Chinese researchers inject human with cells editing using CRISPR-Cas9 technique

Testing of new medical breakthroughs in the US take a very long time to move from animal trials into human trials. In China a group of researchers led by oncologist Lu You at Sichuan University in Chengdu have become the first in the world to inject cells into a person that were edited using the CRISPR-Cas9 technique. The person who was injected with the cells is suffering from an aggressive lung cancer and the injection was part of a clinical trial at West China Hospital in Chengdu.

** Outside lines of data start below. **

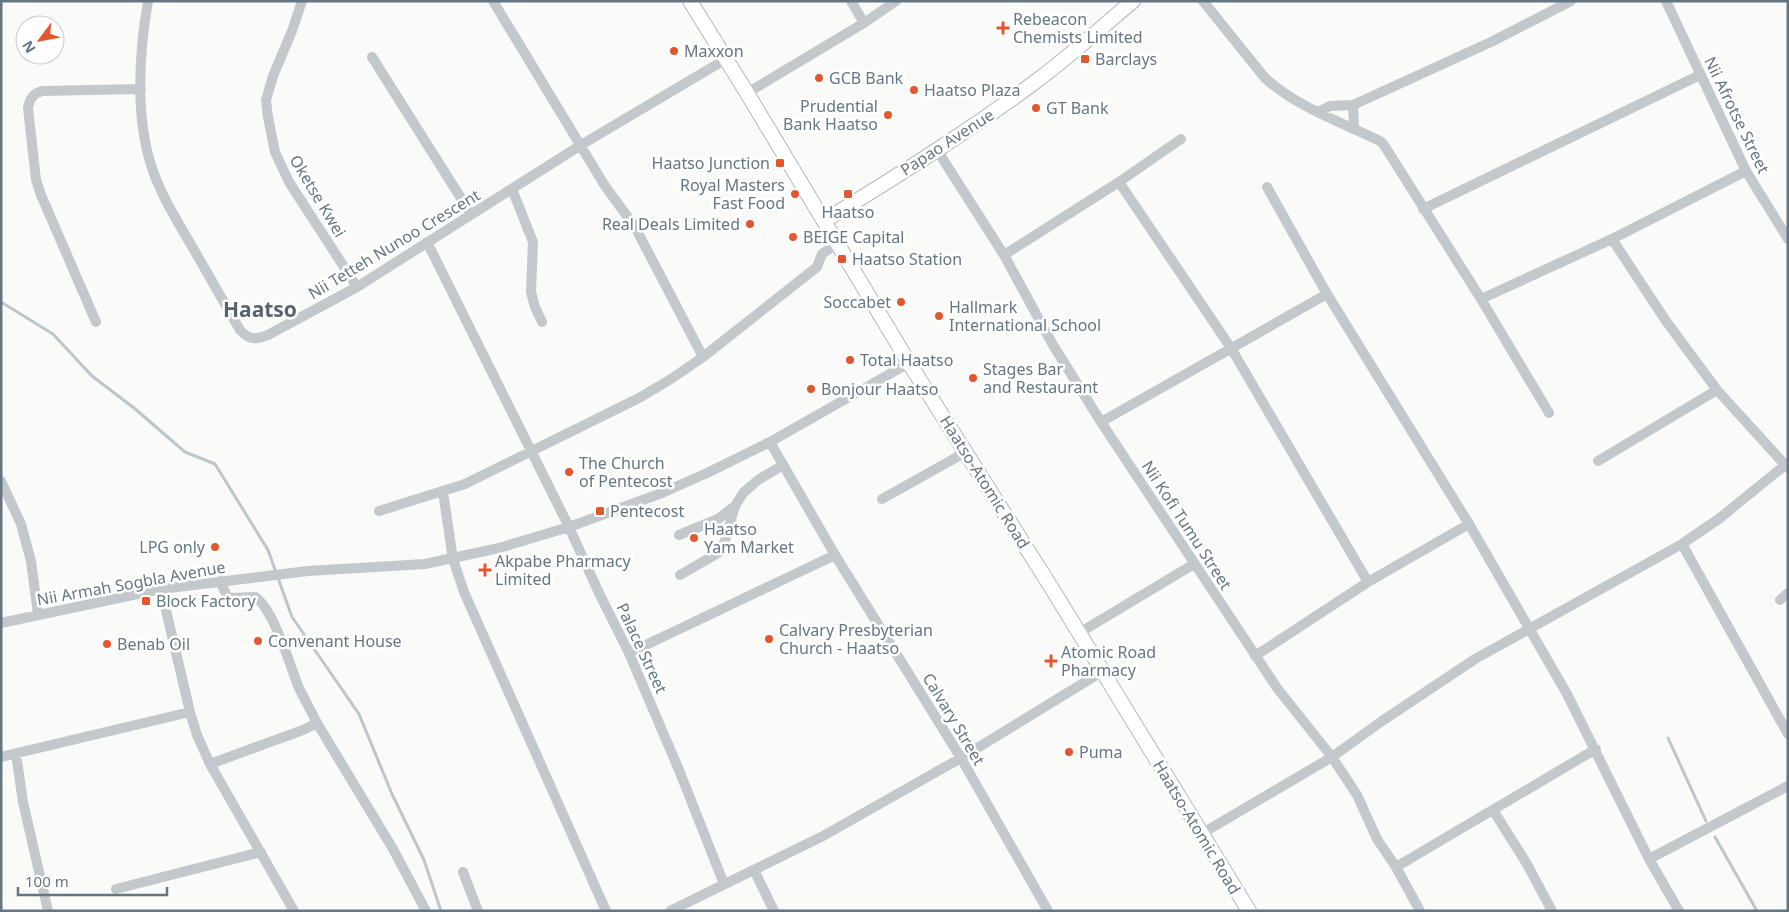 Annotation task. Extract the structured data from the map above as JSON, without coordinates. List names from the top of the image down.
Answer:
{
  "streets": {
    "main road": ["Papao Avenue", "Haatso-Atomic Road"],
    "street": [
      "Nii Afrotse Street",
      "Oketse Kwei",
      "Nii Tetteh Nunoo Crescent",
      "Nii Kofi Tumu Street",
      "Nii Armah Sogbla Avenue",
      "Palace Street",
      "Calvary Street"
    ]
  },
  "crossings": [
    ["Papao Avenue", "Haatso-Atomic Road"],
    ["Papao Avenue", "Nii Kofi Tumu Street"],
    ["Oketse Kwei", "Nii Tetteh Nunoo Crescent"],
    ["Nii Tetteh Nunoo Crescent", "Haatso-Atomic Road"],
    ["Nii Tetteh Nunoo Crescent", "Palace Street"],
    ["Haatso-Atomic Road", "Nii Armah Sogbla Avenue"],
    ["Nii Armah Sogbla Avenue", "Palace Street"],
    ["Nii Armah Sogbla Avenue", "Calvary Street"]
  ],
  "districts": ["Haatso"],
  "places": {
    "health": ["Rebeacon Chemists Limited", "Akpabe Pharmacy Limited", "Atomic Road Pharmacy"],
    "other": [
      "Maxxon",
      "GCB Bank",
      "Haatso Plaza",
      "GT Bank",
      "Prudential Bank Haatso",
      "Royal Masters Fast Food",
      "Real Deals Limited",
      "BEIGE Capital",
      "Soccabet",
      "Hallmark International School",
      "Total Haatso",
      "Stages Bar and Restaurant",
      "Bonjour Haatso",
      "The Church of Pentecost",
      "Haatso Yam Market",
      "LPG only",
      "Calvary Presbyterian Church - Haatso",
      "Convenant House",
      "Benab Oil",
      "Puma"
    ],
    "transit": [
      "Barclays",
      "Haatso Junction",
      "Haatso",
      "Haatso Station",
      "Pentecost",
      "Block Factory"
    ]
  },
  "scale_bar": "100 m",
  "north": "bottom left"
}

Cells edited using a different technique have been tried in human trials in China previously and the results have been described as exciting. The new CRISPR technique is simpler and more efficient than other gene editing techniques. The Chinese team believes that it being first in the world to inject the cells into a person will accelerate a race to get gene-edited cells into clinics around the world.

"I think this is going to trigger 'Sputnik 2.0', a biomedical duel on progress between China and the United States, which is important since competition usually improves the end product," says Carl June.

The Chinese team removed immune cells from the body of the person. They then edited the removed cells using CRISPR-Cas9 combining a DNA-cutting enzyme with a molecular guide that is programmed to tell the enzyme to disable gene codes for the protein PD-1. That protein is normally used to slow the immune response of the body, which is what cancer takes advantage of to grow.

The person who received the cell is said to be doing well and will soon get a second injection. No details have been given on the condition of the person receiving the treatment due to confidentiality.